A simply supported beam AB of length 5 m is acted upon by a uniformly distributed load of 2 kN/m. The reactions at A and B respectively are
​

Answer 1

Answer:

Answer is 4KN , 6KN

Explanation:

Answer 2

Given,

Beam AB: Simply supported,

Length = 5 m.

Load: Uniformly distributed = 2 kN/m.

To find,

Reactions at A and B.

Solution,

Firstly, let

$R_a,M_a$ = reaction at A, bending moment about A respectively and,

$R_b,M_b$ = reaction and bending moment at support B respectively.

The total reaction should be equal to the total load being applied. That is,

Total load = $R_a+R_b$

Now, the load is acting uniformly at 2 kN/m, over the length of 5 m.

So, the total load will be

= 2 × 5 = 10 kN.

It can be assumed that this load of 10 kN acts at the mid-point of the beam, that is, at 2.5 m from both ends.

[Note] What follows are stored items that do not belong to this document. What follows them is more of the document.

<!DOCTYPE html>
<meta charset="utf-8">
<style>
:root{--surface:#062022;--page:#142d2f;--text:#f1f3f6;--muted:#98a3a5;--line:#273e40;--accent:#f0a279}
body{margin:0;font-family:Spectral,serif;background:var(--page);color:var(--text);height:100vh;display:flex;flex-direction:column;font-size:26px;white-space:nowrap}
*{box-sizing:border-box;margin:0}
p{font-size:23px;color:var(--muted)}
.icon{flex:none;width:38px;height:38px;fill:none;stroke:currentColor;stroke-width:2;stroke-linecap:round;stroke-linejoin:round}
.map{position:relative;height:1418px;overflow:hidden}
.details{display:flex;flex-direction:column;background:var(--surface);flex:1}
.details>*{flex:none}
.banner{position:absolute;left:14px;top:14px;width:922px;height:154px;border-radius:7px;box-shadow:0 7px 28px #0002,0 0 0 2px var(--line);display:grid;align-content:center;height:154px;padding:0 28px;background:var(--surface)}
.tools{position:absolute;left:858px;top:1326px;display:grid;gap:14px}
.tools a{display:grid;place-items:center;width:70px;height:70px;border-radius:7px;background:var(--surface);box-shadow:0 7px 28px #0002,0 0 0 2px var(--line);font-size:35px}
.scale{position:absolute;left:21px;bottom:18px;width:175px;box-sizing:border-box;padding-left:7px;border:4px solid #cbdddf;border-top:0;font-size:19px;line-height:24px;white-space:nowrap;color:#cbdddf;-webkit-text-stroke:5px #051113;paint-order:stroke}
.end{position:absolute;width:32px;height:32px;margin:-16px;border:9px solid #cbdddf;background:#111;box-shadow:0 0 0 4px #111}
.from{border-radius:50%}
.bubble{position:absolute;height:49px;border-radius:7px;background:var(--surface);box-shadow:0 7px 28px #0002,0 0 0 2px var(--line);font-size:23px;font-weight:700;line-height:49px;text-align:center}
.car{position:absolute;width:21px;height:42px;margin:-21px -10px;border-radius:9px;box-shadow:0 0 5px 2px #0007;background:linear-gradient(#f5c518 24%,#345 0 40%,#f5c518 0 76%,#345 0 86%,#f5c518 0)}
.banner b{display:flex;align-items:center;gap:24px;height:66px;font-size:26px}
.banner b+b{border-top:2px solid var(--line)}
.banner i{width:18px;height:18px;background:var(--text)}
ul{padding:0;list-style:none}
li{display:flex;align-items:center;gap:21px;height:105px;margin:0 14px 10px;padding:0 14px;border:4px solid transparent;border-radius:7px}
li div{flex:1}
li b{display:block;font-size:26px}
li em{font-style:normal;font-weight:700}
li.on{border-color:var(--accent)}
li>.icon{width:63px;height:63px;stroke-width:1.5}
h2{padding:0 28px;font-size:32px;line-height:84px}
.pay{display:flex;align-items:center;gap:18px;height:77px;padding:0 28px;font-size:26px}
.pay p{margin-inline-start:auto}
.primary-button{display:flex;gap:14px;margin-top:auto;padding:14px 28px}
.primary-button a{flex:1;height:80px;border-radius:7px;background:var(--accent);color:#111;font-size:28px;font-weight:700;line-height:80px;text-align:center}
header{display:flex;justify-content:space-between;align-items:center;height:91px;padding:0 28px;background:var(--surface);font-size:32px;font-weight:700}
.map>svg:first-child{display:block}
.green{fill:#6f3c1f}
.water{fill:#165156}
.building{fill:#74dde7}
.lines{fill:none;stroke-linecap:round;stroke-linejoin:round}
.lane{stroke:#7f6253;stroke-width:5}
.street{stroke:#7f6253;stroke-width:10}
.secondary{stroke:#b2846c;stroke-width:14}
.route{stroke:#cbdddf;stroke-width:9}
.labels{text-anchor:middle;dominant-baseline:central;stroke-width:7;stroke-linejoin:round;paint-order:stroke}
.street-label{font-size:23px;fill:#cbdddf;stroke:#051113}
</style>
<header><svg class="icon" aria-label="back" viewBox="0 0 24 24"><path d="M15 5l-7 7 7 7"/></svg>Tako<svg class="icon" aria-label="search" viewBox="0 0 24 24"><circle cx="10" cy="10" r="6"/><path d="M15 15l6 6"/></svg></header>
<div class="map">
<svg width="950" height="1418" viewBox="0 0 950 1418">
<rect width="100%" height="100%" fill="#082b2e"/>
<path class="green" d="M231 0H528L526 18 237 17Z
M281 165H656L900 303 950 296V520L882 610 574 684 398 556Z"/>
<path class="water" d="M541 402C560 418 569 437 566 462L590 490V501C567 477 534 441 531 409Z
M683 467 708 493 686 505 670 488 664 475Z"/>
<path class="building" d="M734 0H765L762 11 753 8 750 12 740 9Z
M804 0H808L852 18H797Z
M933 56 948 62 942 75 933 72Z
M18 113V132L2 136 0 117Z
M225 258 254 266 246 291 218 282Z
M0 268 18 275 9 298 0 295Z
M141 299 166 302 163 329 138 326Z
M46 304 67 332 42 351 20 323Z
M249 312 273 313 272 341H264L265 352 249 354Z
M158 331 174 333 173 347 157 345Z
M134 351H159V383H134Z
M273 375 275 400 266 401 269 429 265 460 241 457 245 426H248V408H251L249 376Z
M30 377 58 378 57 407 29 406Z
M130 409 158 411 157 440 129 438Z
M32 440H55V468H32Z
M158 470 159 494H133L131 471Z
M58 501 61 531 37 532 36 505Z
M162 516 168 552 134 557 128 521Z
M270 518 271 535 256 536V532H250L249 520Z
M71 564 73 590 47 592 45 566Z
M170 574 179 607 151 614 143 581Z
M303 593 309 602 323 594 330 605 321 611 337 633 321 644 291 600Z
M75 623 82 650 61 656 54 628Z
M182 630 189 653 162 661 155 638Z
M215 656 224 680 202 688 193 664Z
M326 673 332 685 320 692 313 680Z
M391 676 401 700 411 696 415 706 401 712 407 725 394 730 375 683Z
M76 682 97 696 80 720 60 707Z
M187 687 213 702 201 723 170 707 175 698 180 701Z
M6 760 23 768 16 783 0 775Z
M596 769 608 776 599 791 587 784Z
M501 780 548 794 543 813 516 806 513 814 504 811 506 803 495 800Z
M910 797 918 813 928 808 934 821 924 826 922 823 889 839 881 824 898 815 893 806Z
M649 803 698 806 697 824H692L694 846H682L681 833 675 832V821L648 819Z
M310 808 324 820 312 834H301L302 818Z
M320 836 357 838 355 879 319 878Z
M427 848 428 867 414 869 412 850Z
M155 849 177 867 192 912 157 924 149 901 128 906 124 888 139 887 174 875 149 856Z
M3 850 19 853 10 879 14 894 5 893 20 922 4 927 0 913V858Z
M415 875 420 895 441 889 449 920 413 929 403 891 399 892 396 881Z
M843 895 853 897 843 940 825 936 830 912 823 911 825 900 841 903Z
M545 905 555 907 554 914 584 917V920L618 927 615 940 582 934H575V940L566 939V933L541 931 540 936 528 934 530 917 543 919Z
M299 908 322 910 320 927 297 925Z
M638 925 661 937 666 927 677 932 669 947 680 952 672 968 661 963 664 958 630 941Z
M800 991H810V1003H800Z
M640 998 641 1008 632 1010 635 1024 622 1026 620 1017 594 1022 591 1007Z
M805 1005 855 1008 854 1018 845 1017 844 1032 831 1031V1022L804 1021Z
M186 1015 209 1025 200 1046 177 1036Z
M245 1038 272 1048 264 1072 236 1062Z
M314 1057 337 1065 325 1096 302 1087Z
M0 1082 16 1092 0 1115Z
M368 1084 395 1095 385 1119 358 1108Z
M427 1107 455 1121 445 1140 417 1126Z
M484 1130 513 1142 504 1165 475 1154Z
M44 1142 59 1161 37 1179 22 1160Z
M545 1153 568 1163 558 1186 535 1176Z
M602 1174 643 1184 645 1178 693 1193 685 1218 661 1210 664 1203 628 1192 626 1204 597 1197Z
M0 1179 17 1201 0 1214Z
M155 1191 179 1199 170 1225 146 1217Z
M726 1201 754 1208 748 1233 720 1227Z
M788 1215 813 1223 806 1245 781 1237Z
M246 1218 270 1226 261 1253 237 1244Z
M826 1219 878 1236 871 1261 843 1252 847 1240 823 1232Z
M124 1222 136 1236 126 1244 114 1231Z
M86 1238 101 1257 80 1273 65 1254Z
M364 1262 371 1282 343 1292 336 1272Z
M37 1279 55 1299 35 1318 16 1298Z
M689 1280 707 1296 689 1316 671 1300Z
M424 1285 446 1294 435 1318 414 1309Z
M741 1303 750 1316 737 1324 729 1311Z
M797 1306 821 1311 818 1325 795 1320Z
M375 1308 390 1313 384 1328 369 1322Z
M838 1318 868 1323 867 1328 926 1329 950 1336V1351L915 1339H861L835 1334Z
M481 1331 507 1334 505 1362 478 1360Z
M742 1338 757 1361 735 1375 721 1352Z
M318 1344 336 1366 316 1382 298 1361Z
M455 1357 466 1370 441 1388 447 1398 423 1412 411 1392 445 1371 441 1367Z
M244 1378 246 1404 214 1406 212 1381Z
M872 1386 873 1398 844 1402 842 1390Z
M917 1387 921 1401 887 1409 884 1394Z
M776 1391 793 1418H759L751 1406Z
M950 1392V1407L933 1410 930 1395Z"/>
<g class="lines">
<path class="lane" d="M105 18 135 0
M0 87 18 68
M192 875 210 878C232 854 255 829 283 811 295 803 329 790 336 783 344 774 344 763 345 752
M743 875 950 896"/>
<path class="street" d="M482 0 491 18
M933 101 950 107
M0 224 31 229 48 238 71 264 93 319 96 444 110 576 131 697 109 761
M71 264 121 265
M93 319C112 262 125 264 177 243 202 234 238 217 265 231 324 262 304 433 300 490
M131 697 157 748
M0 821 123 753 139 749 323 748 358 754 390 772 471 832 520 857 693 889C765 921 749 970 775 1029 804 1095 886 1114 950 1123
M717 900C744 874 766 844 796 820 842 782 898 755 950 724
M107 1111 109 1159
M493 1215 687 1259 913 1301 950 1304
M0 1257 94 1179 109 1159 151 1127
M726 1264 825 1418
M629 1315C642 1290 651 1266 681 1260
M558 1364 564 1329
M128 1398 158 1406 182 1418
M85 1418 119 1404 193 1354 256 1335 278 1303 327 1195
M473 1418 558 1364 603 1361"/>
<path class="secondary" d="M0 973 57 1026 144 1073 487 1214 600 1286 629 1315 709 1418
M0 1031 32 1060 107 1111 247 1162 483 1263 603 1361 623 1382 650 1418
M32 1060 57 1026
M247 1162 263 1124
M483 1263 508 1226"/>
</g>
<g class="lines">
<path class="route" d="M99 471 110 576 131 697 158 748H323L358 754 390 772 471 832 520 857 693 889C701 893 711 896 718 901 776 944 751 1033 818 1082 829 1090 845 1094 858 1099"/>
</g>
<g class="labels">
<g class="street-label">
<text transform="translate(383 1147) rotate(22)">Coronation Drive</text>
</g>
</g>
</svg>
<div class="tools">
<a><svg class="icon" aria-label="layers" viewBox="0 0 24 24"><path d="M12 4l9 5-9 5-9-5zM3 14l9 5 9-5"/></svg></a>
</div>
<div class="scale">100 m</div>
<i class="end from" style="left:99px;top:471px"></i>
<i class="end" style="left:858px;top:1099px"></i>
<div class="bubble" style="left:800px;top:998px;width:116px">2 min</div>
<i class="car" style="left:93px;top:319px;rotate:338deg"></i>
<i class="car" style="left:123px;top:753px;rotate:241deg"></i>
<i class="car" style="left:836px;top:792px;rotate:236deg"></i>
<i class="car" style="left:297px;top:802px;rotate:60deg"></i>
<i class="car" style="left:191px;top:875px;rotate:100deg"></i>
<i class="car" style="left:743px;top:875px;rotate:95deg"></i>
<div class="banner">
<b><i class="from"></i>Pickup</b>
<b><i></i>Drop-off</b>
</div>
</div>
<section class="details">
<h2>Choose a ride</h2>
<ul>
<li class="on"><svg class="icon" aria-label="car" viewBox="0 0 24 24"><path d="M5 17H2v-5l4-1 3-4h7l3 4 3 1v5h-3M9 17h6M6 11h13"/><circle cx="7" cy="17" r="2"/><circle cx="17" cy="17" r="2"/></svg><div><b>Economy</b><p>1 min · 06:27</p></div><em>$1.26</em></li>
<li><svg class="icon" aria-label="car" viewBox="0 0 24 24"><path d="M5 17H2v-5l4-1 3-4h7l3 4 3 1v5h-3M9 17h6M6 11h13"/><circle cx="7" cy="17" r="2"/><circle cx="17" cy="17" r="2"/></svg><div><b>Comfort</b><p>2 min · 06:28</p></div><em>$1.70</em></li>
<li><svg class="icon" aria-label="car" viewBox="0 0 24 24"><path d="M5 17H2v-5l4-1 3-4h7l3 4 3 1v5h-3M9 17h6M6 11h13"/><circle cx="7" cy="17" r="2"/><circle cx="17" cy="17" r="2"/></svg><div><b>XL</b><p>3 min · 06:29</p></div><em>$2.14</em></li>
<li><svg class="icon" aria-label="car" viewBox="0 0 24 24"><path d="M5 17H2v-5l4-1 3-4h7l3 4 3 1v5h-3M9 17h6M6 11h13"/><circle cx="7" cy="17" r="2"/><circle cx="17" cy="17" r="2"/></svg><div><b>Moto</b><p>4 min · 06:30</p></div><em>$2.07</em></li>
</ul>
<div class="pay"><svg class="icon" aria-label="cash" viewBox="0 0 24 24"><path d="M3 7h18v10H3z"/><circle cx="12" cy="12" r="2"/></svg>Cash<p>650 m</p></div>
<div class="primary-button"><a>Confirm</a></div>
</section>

From the previous relation,

$R_a+R_b= 10$ kN

Since the total bending moment about any support will be 0.

Taking total bending moment about A = 0,

$\sum M_a=0$

⇒ -10×2.5 + $R_b$×5 = 0

⇒ $R_b=5$ kN.

Since $R_a+R_b= 10$

⇒ $R_a= 5$ kN.

Therefore, for the given beam AB, reactions at A and B will be the same and equal to 5 kN.